A young Malaysian's legal battle to escape the hangman's noose in Singapore is finding new hope. "He has a 50-50 chance of being spared," Madasamy Ravi, the lawyer appearing for 23-year-old Yong Vui Kong, said in a telephone interview from the city-state.
The 41-year-old lawyer, who traded a lucrative career in corporate law in 2003 to become an outspoken human rights crusader, stepped in to take up Vui Kong's case shortly after the Malaysian was sentenced to death in December 2009 by a Singaporean court that found him guilty of trafficking 47.27 grams of heroin. Vui Kong was only 19 when arrested in mid-2007 under Singapore's draconian Misuse of Drugs Act.
The efforts to save Vui Kong won a reprieve mid-January when the Court of Appeal reserved judgment, in what anti-death penalty activists say is the young Malaysian's last hope. Ravi argued in the court that his client had been deprived of a fair clemency process.
The lengthy appeals process has emboldened Singapore's small group of anti-death penalty campaigners. "Vui Kong's case since the sentence has taken a surprisingly long time. It has been dragging on and this, for us, is change from the status quo," says Sinapan Samydorai, a director of regional affairs at the Think Centre, a local, independent human rights lobby. "This is an opportunity to push for change."
Samydorai faces a formidable challenge. During 1991-1999, Singapore recorded 13.57 executions per one million population. Saudi Arabia, with 4.64 executions per one million population, was a distant second, according to a UN Secretary-General's report assessing capital punishment.
But such numbers are far from conclusive, because the Singapore government has always been "secretive about the number of executions," says Lance Lattig, a South-east Asia researcher at Amnesty International.
"Singapore might or might not be in the first place (today) when it comes to executions per capita," Lattig said in an e-mail interview. "Either way, the government's secrecy about its record on executions suggests that this is one indicator Singapore isn't entirely proud of."

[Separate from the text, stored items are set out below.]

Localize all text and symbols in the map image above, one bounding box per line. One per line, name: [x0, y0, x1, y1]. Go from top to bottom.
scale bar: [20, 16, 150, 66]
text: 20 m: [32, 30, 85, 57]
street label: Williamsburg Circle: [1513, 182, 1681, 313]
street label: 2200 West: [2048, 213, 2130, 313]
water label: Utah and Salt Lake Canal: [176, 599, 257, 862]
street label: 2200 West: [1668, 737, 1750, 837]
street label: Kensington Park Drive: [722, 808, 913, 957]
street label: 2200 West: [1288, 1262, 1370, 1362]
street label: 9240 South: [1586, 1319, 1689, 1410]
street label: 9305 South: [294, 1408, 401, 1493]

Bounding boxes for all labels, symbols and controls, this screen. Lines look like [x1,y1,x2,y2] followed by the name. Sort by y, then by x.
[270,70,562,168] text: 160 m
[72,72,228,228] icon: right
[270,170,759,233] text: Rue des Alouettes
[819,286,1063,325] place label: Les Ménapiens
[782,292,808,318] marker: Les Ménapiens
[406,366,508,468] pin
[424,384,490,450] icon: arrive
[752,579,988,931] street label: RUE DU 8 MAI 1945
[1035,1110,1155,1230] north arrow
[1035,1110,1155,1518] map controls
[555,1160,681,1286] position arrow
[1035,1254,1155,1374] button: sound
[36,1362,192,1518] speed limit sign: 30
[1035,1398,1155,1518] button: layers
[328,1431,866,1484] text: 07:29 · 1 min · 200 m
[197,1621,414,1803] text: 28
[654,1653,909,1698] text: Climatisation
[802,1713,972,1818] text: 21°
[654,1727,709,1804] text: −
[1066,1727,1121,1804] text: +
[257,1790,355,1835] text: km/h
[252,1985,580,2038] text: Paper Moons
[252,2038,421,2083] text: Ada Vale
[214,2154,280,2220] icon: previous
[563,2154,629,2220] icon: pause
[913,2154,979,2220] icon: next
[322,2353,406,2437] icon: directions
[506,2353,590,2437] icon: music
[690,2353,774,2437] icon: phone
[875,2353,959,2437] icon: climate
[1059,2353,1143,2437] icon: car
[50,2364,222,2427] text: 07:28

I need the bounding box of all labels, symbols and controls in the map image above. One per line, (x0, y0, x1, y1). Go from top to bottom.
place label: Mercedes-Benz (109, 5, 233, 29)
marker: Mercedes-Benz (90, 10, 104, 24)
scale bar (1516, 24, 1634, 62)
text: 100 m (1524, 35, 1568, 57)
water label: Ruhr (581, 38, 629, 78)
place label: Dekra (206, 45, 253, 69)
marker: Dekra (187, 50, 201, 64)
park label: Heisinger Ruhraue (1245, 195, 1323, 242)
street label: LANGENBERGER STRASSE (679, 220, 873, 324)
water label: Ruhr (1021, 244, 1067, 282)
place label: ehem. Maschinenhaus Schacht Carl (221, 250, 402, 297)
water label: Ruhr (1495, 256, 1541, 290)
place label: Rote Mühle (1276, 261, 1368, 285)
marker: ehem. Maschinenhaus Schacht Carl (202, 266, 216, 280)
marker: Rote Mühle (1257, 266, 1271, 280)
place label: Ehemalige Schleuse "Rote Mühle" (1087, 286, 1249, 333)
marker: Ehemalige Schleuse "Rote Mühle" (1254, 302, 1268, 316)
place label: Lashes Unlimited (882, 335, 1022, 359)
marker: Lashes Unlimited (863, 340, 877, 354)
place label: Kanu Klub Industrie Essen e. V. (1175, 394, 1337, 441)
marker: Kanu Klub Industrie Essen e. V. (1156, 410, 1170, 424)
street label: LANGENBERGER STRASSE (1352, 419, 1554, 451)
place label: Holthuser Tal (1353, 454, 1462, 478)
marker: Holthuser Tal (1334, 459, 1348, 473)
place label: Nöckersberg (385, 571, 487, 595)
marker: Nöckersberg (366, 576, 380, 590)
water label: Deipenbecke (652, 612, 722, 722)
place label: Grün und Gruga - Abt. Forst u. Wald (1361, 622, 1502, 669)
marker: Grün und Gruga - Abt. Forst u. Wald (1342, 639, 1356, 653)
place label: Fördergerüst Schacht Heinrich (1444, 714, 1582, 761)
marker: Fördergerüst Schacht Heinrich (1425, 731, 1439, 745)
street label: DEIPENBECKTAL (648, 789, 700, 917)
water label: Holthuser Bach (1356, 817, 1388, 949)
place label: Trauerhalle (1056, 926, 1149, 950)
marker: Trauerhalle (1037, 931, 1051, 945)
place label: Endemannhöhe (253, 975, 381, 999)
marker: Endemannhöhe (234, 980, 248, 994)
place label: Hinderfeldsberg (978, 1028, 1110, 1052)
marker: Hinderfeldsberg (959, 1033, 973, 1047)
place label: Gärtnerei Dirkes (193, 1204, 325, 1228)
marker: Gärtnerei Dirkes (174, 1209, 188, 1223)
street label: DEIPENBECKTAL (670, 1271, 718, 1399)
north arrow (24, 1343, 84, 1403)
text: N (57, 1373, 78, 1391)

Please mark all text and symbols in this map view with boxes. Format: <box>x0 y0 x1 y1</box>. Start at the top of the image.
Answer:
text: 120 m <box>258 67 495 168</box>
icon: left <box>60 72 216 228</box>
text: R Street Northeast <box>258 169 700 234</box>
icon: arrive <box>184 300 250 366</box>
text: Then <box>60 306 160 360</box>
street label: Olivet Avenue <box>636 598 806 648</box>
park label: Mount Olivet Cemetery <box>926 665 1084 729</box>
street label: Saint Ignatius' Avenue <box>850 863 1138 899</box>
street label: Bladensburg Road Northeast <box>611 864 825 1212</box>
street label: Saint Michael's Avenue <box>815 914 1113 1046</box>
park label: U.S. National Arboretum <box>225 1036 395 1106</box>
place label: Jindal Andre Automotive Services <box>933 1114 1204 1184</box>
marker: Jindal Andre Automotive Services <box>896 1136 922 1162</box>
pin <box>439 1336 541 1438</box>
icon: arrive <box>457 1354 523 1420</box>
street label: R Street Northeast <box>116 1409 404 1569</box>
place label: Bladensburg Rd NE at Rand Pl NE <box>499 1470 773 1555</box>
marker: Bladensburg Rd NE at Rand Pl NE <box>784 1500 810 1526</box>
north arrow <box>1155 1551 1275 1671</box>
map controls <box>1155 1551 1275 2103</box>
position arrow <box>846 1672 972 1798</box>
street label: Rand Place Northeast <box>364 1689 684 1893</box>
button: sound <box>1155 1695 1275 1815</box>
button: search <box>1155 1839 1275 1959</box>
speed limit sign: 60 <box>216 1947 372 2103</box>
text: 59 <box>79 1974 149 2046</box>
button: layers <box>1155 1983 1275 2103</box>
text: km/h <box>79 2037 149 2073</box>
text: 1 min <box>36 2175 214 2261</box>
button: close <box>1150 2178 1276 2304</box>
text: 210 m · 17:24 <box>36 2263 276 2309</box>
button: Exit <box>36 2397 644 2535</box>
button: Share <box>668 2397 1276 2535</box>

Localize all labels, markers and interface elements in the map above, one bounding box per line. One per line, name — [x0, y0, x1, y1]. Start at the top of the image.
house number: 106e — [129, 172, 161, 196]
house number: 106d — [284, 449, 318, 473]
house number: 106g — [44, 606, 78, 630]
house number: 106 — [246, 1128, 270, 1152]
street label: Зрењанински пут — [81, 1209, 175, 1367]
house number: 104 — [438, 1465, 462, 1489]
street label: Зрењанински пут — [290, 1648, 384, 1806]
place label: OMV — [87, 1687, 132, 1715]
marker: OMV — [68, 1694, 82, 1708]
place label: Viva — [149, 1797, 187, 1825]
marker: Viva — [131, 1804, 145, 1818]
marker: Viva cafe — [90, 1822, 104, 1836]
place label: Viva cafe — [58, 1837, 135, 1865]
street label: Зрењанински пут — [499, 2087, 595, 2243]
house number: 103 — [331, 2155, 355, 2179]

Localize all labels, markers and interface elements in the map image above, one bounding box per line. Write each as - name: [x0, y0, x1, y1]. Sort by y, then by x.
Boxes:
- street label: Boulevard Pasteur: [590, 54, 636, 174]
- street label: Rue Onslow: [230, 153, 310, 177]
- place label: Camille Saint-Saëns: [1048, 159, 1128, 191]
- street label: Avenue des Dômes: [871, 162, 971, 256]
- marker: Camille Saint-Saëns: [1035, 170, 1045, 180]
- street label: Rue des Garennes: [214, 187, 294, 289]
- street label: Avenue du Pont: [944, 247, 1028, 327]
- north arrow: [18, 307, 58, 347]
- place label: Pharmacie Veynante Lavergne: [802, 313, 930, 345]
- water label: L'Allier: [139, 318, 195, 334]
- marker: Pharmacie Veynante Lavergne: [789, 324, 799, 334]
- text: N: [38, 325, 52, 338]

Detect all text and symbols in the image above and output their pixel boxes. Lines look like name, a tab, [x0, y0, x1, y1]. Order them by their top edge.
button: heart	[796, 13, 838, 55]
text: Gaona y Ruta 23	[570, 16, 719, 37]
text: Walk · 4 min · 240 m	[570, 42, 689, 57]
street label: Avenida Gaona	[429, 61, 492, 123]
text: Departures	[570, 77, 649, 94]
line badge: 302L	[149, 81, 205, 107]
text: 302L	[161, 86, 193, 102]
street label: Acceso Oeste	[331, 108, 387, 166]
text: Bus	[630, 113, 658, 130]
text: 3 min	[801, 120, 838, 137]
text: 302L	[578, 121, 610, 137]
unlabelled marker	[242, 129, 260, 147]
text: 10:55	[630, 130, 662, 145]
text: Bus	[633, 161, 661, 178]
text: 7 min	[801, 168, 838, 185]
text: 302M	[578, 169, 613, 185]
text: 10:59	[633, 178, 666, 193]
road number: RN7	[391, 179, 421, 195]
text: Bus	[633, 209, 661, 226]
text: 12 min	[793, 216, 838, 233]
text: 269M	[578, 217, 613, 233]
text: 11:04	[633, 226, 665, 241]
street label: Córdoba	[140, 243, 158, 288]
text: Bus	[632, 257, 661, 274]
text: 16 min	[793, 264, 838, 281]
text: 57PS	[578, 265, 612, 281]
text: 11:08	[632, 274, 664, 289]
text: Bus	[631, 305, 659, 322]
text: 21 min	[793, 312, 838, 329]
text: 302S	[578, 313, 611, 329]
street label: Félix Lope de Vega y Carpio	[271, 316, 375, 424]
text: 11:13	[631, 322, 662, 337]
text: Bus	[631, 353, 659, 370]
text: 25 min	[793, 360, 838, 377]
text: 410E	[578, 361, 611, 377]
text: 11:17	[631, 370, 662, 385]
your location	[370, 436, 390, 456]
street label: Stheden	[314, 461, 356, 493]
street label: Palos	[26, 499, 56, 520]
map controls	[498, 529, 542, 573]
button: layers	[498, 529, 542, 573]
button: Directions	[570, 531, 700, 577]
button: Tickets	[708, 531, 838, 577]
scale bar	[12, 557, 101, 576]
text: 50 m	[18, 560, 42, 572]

In November, 76-year-old Malaysia-based British author Alan Shadrake was sentenced to six weeks in jail for contempt of court and fined 15,400 dollars for the contents of his book: ‘Once A Jolly Hangman: Singapore's Justice In The Dock'.
Shadrake was arrested in July last year when he visited Singapore to launch his book. The book includes an interview with Darshan Singh, the chief executioner at the city-state's Changi Prison. Singh reportedly executed about 1,000 men and women from 1959 till he retired in 2006, the book notes.
In at least 11 passages of the book Shadrake questioned the impartiality of the judiciary in making rulings on death penalty cases.
Critics question the rationale of the country forging ahead with a mandatory death penalty for drug traffickers and murderers – while keeping the number of executions hidden.
"They justify executions to deter crime but they don't publish the details," says Danthong Breen, chairman of the Union of Civil Liberty, Thailand's oldest human rights organisation. "It is extraordinary. They treat the details of executions as a state secret."
But what is not a secret is the manner in which condemned prisoners meet their death: all hangings take place at dawn on Friday.
The law that sets out a mandatory death penalty for anyone trafficking more than 15 grams of heroin or over 30 grams of cocaine, and the manner of execution still enjoy wide public support, according to polls.